• Exercise requirements
Before copying, set the images aside; then transcribe every entry below exactly.

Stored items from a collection
= = = =
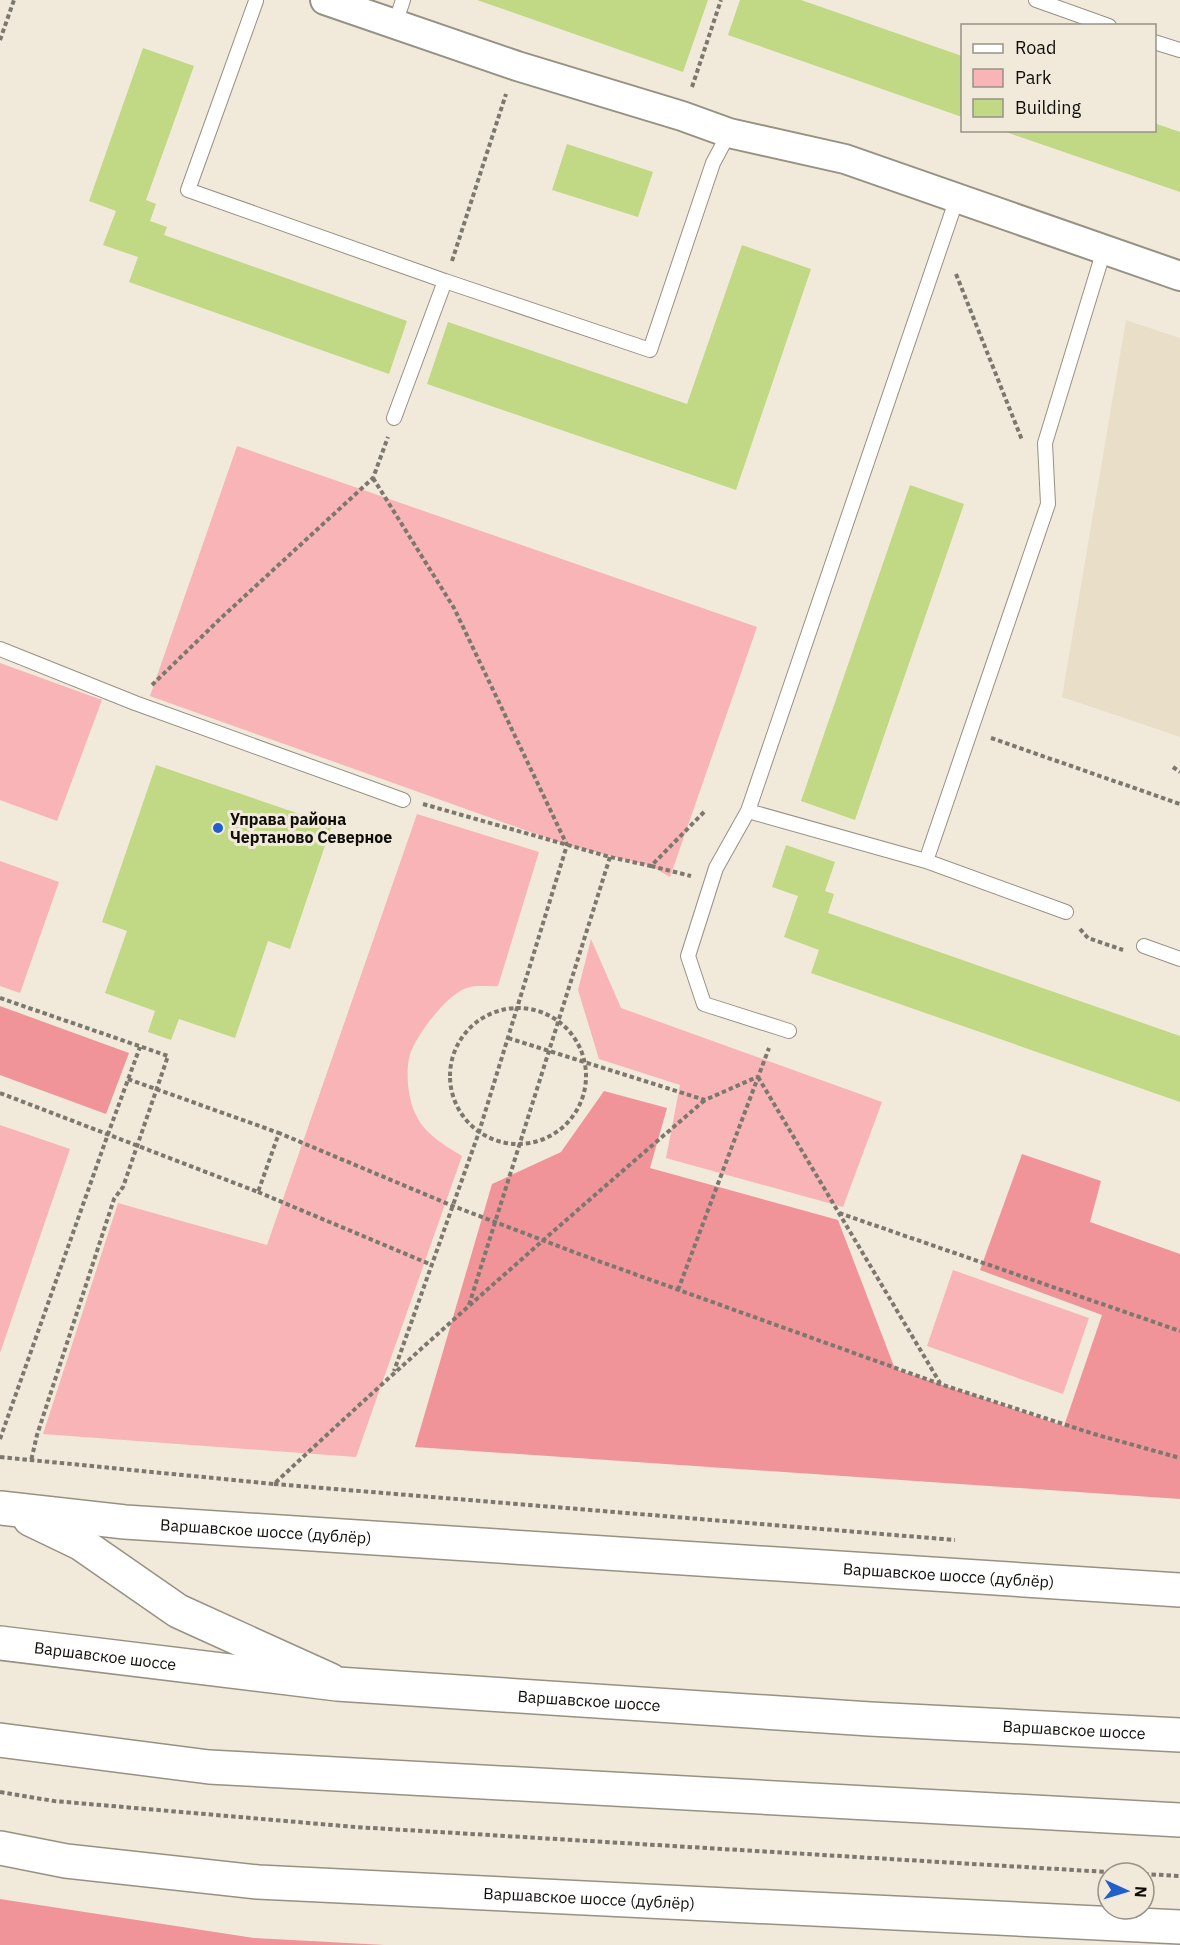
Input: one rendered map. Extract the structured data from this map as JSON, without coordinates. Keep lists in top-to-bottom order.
{
  "streets": {
    "main road": ["Варшавское шоссе (дублёр)", "Варшавское шоссе"]
  },
  "places": ["Управа района Чертаново Северное"],
  "legend": ["Road", "Park", "Building"],
  "north": "right"
}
= = = =
• Solution to this problem
Input: one rendered map. Extract the structured data from this map as JSON, without coordinates. Keep lists in top-to-bottom order.
{
  "streets": {
    "main road": ["Варшавское шоссе (дублёр)", "Варшавское шоссе"]
  },
  "places": ["Управа района Чертаново Северное"],
  "legend": ["Road", "Park", "Building"],
  "north": "right"
}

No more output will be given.